Here's a detailed explanation of how times would be converted to points in the system I'm proposing.
The winner of a race gets a predetermined maximum number of points. Every other competitor who finishes that race would be awarded a lesser number of points, based on the percentage by which their finish time exceeds the winner's time. This would be calculated using a simple exponential function so that every additional
X% in time difference behind the winner would earn
half as many points. (I call this
X the "half-points threshold".) After doing a lot of numerical analysis, I'm hovering at 15% as being the best choice for
X, with the range of 10%–20% seeming plausible.
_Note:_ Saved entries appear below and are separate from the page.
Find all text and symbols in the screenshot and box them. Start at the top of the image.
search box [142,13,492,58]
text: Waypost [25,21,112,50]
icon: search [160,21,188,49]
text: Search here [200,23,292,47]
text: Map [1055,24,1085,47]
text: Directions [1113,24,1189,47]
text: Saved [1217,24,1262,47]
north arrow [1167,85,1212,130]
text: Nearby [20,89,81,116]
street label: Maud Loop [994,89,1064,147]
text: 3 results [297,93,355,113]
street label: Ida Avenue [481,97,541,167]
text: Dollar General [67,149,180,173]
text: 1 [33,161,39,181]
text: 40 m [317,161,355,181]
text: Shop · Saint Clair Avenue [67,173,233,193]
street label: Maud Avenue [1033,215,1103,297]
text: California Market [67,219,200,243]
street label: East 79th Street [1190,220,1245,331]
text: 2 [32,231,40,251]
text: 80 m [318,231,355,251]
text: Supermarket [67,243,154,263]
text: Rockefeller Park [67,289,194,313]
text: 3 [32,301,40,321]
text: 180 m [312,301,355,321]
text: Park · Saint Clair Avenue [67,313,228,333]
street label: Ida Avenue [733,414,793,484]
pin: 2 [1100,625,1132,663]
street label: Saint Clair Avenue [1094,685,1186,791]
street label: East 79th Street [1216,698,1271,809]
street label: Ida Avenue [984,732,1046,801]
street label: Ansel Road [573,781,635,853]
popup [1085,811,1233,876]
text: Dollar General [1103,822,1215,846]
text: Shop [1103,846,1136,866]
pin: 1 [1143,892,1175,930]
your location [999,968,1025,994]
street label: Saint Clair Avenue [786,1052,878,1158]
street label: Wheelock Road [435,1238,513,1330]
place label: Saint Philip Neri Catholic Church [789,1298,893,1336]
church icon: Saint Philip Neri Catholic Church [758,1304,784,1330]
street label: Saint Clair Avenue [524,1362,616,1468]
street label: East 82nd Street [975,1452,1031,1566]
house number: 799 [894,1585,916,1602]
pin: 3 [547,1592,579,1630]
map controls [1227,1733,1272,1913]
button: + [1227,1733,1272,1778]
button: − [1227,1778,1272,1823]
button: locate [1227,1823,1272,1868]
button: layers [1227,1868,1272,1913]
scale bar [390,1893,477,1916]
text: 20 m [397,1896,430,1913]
For example, let's say the winner of a marathon finishes in exactly 75 minutes (1:15:00) and is awarded 1000 points. [Using 1000 allows more precision than 100, while avoiding decimal points.] And assume we're using a 15% half-points threshold. Then someone finishing 11.25 minutes later (1:26:15) would be 15% off the winner, and would earn 500 points. Someone finishing another 11.25 minutes later (1:37:30) would be 30% off the winner, and would earn 250 points. And so forth.
Here's a table showing how this would play out for various finish times. (There are three possible point equivalents given for each time; these show the result of using a half-points threshold of 10%, 15%, or 20%.)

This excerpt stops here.